Free Kick Taker Free Kick trait
Takes direct free kicks in dangerous areas. A free kick specialist turns low percentage attempts into real goal threats. Without the trait, your player still takes them but the conversion rate is much lower.
Tightly Mark
Choose an opponent to tightly mark, reducing their zone contribution. Correctly marking their playmaker also nullifies the playmaker bonus. Pick the wrong target and you leave a gap the opponent can exploit, giving them a small edge on every attack. The marking adjusts dynamically: if you mark a player who starts on the bench and is subbed on later, the effect kicks in from that moment.
Dark Arts Team Talk toggle
Tell the squad to bend the rules: time-wasting, diving, complaining at the referee, going down easy in the box.

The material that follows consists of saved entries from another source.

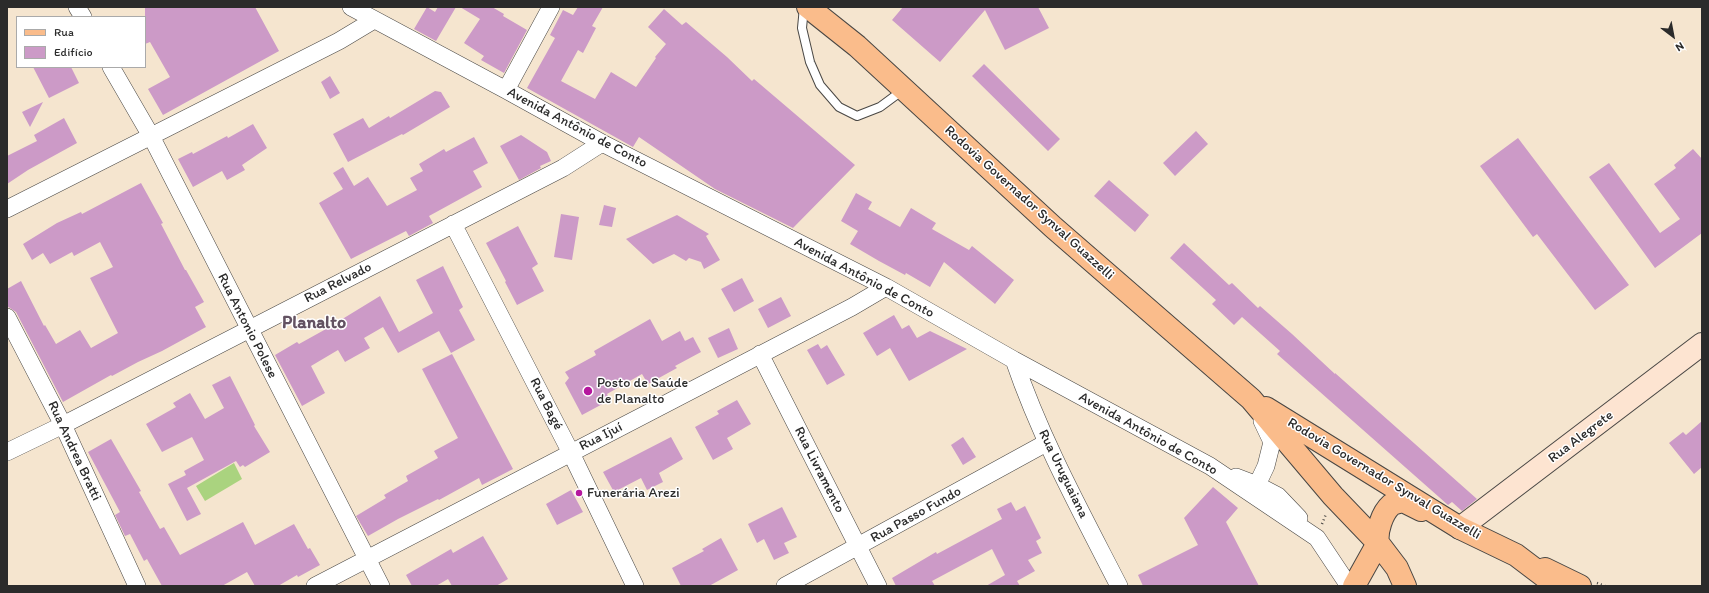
<!DOCTYPE html>
<meta charset="utf-8">
<style>
body{margin:0}
#map{position:relative;width:1709px;height:593px;overflow:hidden;background:#f5e5cf;font-family:Itim,sans-serif}
canvas{display:block}
.frame{position:absolute;inset:0;border:8px solid #2b2b2b;pointer-events:none}
.legend{position:absolute;left:16px;top:16px;width:130px;height:52px;box-sizing:border-box;background:#fff;border:1px solid #aaa;margin:0;padding:5px 7px;list-style:none;font-size:12px;color:#2b2b2b}
.legend li{display:flex;align-items:center;gap:8px;height:20px}
.legend b{width:20px;border:1px solid #aaa}
.north{position:absolute;left:1653px;top:16px;width:40px;height:40px;-webkit-text-stroke:3px #fff;paint-order:stroke;rotate:148deg;font-size:11px;font-weight:700;line-height:16px;text-align:center;color:#2b2b2b}
.north::after{content:'';display:block;margin:auto;width:14px;height:18px;background:#2b2b2b;clip-path:polygon(50% 0,100% 100%,50% 72%,0 100%)}
</style>
<div id="map">
<canvas width="1709" height="593"></canvas>
<div class="frame"></div>
<ul class="legend">
<li><b style="height:5px;background:#fabc8b"></b>Rua</li>
<li><b style="height:11px;background:#cc9ac7"></b>Edifício</li>
</ul>
<div class="north">N</div>
</div>
<script>
const c = document.querySelector('canvas').getContext('2d');
c.lineJoin = 'round';
function fillPath(path, color) {
  c.fillStyle = color;
  c.fill(path, 'evenodd');
}
function stroke(path, color, width, dash) {
  c.strokeStyle = color;
  c.lineWidth = width;
  c.lineCap = dash ? 'butt' : 'round';
  c.setLineDash(dash || []);
  c.stroke(path);
}
function label(font, color, halo, rows, align = 'center') {
  c.font = font + ' Itim,sans-serif';
  c.lineWidth = 3;
  c.setLineDash([]);
  c.textBaseline = 'middle';
  c.strokeStyle = halo;
  c.fillStyle = color;
  for (const [text, x, y, turn = 0] of rows) {
    c.save();
    c.translate(x, y);
    c.rotate((+turn || 0) * Math.PI / 180);
    c.textAlign = isNaN(turn) ? turn : align;
    if (halo) c.strokeText(text, 0, 0);
    c.fillText(text, 0, 0);
    c.restore();
  }
}
fillPath(new Path2D(`
 M234 463 242 479 205 501 196 486Z`), '#aad37f');
fillPath(new Path2D(`
 M145 7H255L279 51 163 115 148 89 170 77 150 42 145 44Z
 M427 7 435 12 438 7H456L436 41 414 29Z
 M460 7H492L504 14 503 16 527 30 504 73 481 60 484 56 464 43 480 19Z
 M578 7H603L592 26 596 28 583 53 578 50 561 81 595 99 611 72 636 87 656 58 655 57 666 44 648 27 664 9 682 25 686 22 727 57 752 81 754 79 855 165 793 228 715 189 639 137 633 147 527 88 555 38 550 35 563 10 573 15Z
 M903 7H1038L1049 28 1005 50 985 10 940 62 892 20Z
 M984 64 1060 139 1048 151 972 76Z
 M33 67H71L79 83 49 98Z
 M330 76 340 93 330 99 321 82Z
 M435 91 441 92 450 107 403 135 402 134 348 162 333 134 363 118 369 128 389 116 390 118Z
 M43 102 30 127 22 112Z
 M64 118 77 143 28 170 7 184V156L37 141 34 135Z
 M253 124 267 148 242 165 245 170 227 180 222 171 193 187 178 159 192 152 193 154 227 136 228 138Z
 M1196 131 1208 144 1175 176 1163 163Z
 M521 135 547 152 551 161 540 166 541 168 519 180 500 146Z
 M474 137 488 163 473 171 482 187 429 216 433 223 409 236 406 231 351 259 319 203 343 189 333 173 343 167 354 186 368 177 387 206 417 190 410 178 423 171 419 164 444 149 446 152Z
 M1518 138 1629 285 1595 310 1537 234 1533 237 1480 166Z
 M1693 149 1702 159V233L1655 268 1589 177 1609 163 1660 233 1680 219 1654 184 1676 168 1674 165Z
 M1109 180 1149 215 1135 232 1094 196Z
 M141 183 163 223 161 224 185 270H186L204 302 195 307 206 327 162 351 138 362 112 376 111 375 63 402 16 312 7 306V289L21 281 44 326 45 325 56 344 80 330 91 348 118 333 90 278 113 267 100 242 74 256 72 252 50 264 43 253 32 260 23 244 57 223 81 212 82 214Z
 M856 193 872 202 868 209 900 227 911 208 936 223 932 229 969 250 972 246 1014 280 995 304 944 262 930 287 906 273 905 275 879 261 850 244 858 231 841 221Z
 M604 205 616 208 612 227 599 225Z
 M561 214 579 217 572 260 554 257Z
 M677 215 709 234 706 236 720 260 704 269 701 262 689 258 686 261 674 254 653 264 626 239Z
 M518 226 538 264 532 268 544 291 517 305 505 282 506 281 486 243Z
 M1184 243 1229 285 1232 283 1258 308 1260 306 1292 334 1335 374V373L1477 499 1462 511 1452 502 1448 505 1277 354 1280 351 1242 317 1234 325 1212 304 1216 300 1170 258Z
 M443 266 463 307 459 310 475 340 451 353 439 331 398 353 383 327 364 338 370 348 345 362 338 350 311 366 325 393 302 406 275 355 297 342 299 344 326 329 380 296 399 332 433 313 416 280Z
 M742 278 754 301 734 312 721 289Z
 M781 297 791 316 768 328 758 309Z
 M894 315 902 329 909 325 917 338 930 331 967 349 909 381 890 348 877 356 863 333Z
 M650 319 662 341 680 331 685 341 693 337 701 352 675 366 677 368 648 384 642 374 607 394 610 400 582 415 565 383 569 378 565 372 596 355 594 351Z
 M729 328 738 349 718 358 708 338Z
 M818 344 821 349 827 345 845 375 827 385 807 350Z
 M452 354 513 469 482 485 479 478 439 500 438 499 398 519 368 536 356 516 386 498 384 495 408 481 406 476 438 458 434 451 458 438 422 369Z
 M230 376 255 425 254 426 270 452 245 467 243 465 240 467 236 461 187 488 201 514 187 521 168 484 186 475 184 471 204 460 192 437 162 452 146 424 176 407 173 403 190 393 205 419 224 408 212 385Z
 M737 400 751 424 727 438 733 449 713 460 695 427 719 414 717 411Z
 M1702 421V467L1694 474 1669 443 1683 432 1686 435Z
 M671 437 683 459 659 473 663 482 647 490 641 478 614 492 603 472Z
 M963 437 976 457 963 465 951 445Z
 M111 439 141 491 139 492 160 529 164 527 180 555 243 522 255 545 294 524 308 549 310 548 320 565 298 577 297 575 278 586H255L247 572 222 586H162L147 559 144 561 130 534 125 536 115 515 120 512 88 452Z
 M1213 487 1238 508 1226 522 1259 586H1143L1138 575 1198 545 1184 518Z
 M571 490 583 512 557 525 546 504Z
 M1011 502 1016 511 1025 506 1041 538 1036 541 1042 553 1028 560 1035 571 1017 581 1020 586H986L1005 575 992 549 932 581 935 586H896L892 578 936 552 937 554 1002 519 997 509Z
 M782 507 797 537 784 543 789 553 774 560 764 539 757 543 748 524Z
 M483 536 508 579 496 586H452L448 579 436 586H412L406 575 451 549 453 553Z
 M721 538 738 570 709 586H681L672 568 704 551 702 549Z`), '#cc9ac7');
const lane = new Path2D(`
 M804 7 802 28 810 62 820 85 839 107 857 116 880 107 903 90`);
const street = new Path2D(`
 M77 7 83 17
 M351 7 506 90 602 143 886 287 1014 360 1210 466 1317 538 1349 586
 M111 67 151 136 381 586
 M506 90 551 7
 M7 209 339 41 374 20
 M453 224 571 453 635 586
 M7 317 63 425 137 586
 M760 354 878 586
 M1014 360C1041 439 1081 512 1119 586
 M7 452 63 425 563 168 602 143
 M1236 477 1257 485 1266 466 1272 442 1262 421
 M1257 485 1278 496 1299 518
 M315 586 852 307 886 287
 M785 586 1046 443`);
const secondary = new Path2D(`
 M1460 528 1702 344`);
const primary = new Path2D(`
 M808 7 857 46 1053 227 1251 399 1333 496 1378 543 1397 568 1405 586
 M1266 408 1460 528 1516 555 1557 586
 M1545 569 1580 586
 M1354 586 1378 543C1376 532 1382 513 1391 505 1394 503 1399 502 1403 501L1421 510`);
stroke(lane, '#494744', 10);
stroke(street, '#494744', 18);
stroke(secondary, '#494744', 24);
stroke(primary, '#494744', 24);
stroke(new Path2D(`
 M1322 524 1326 514
 M1597 583 1605 586`), '#494744', 2.5, [1, 3]);
stroke(lane, '#fff', 8);
stroke(street, '#fff', 17);
stroke(secondary, '#fde4d1', 22);
stroke(primary, '#fabc8b', 22);
for (const [x, y, r, color] of [
 [588,391,5,"#b5179e"],
 [579,493,4,"#b5179e"]
]) {
  const dot = new Path2D();
  dot.arc(x, y, r, 0, 2 * Math.PI);
  c.fillStyle = color;
  c.fill(dot);
  stroke(dot, '#fff', 1.5);
}
label('14px', '#2b2b2b', '#fff', [
 ["Avenida Antônio de Conto",577,128,28],
 ["Rodovia Governador Synval Guazzelli",1029,203,42],
 ["Avenida Antônio de Conto",864,278,28],
 ["Rua Relvado",338,283,-27],
 ["Rua Antonio Polese",247,326,63],
 ["Rua Bagé",546,404,63],
 ["Avenida Antônio de Conto",1148,434,29],
 ["Rua Ijuí",601,437,-27],
 ["Rua Alegrete",1581,437,-37],
 ["Rua Andrea Bratti",74,451,65],
 ["Rua Livramento",819,470,63],
 ["Rua Uruguaiana",1063,474,64],
 ["Rodovia Governador Synval Guazzelli",1384,479,31],
 ["Rua Passo Fundo",916,515,-29]
]);
label('14px', '#2b2b2b', '#fff', [
 ["Posto de Saúde",597,383],
 ["de Planalto",597,399],
 ["Funerária Arezi",587,493]
], 'left');
label('bold 18px', '#635262', '#fff', [
 ["Planalto",314,323]
]);
</script>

Whether it works depends entirely on the referee you draw and the players on your pitch.
Low-rated referees fall for it. You win more fouls, more set pieces in dangerous areas, and the opposition picks up more cards. Soft penalty appeals are more likely to be given.
High-rated referees see straight through it. Your own players get booked more often, soft penalty claims are waved away, and the diving stops winning you any fouls. Scout the referee's rating before flipping this on.
Dark Arts always does something when toggled on, but it really earns its name with a cunning XI. Big Mouth and Diver players amplify the effect: a clean squad pulls only a faint swing, while seven or more cunning players gives you the full effect. Stacking past seven adds nothing.
In the Tactics tab dropdowns, players who already carry the matching trait are marked with a ✓ so you can spot the right candidate at a glance.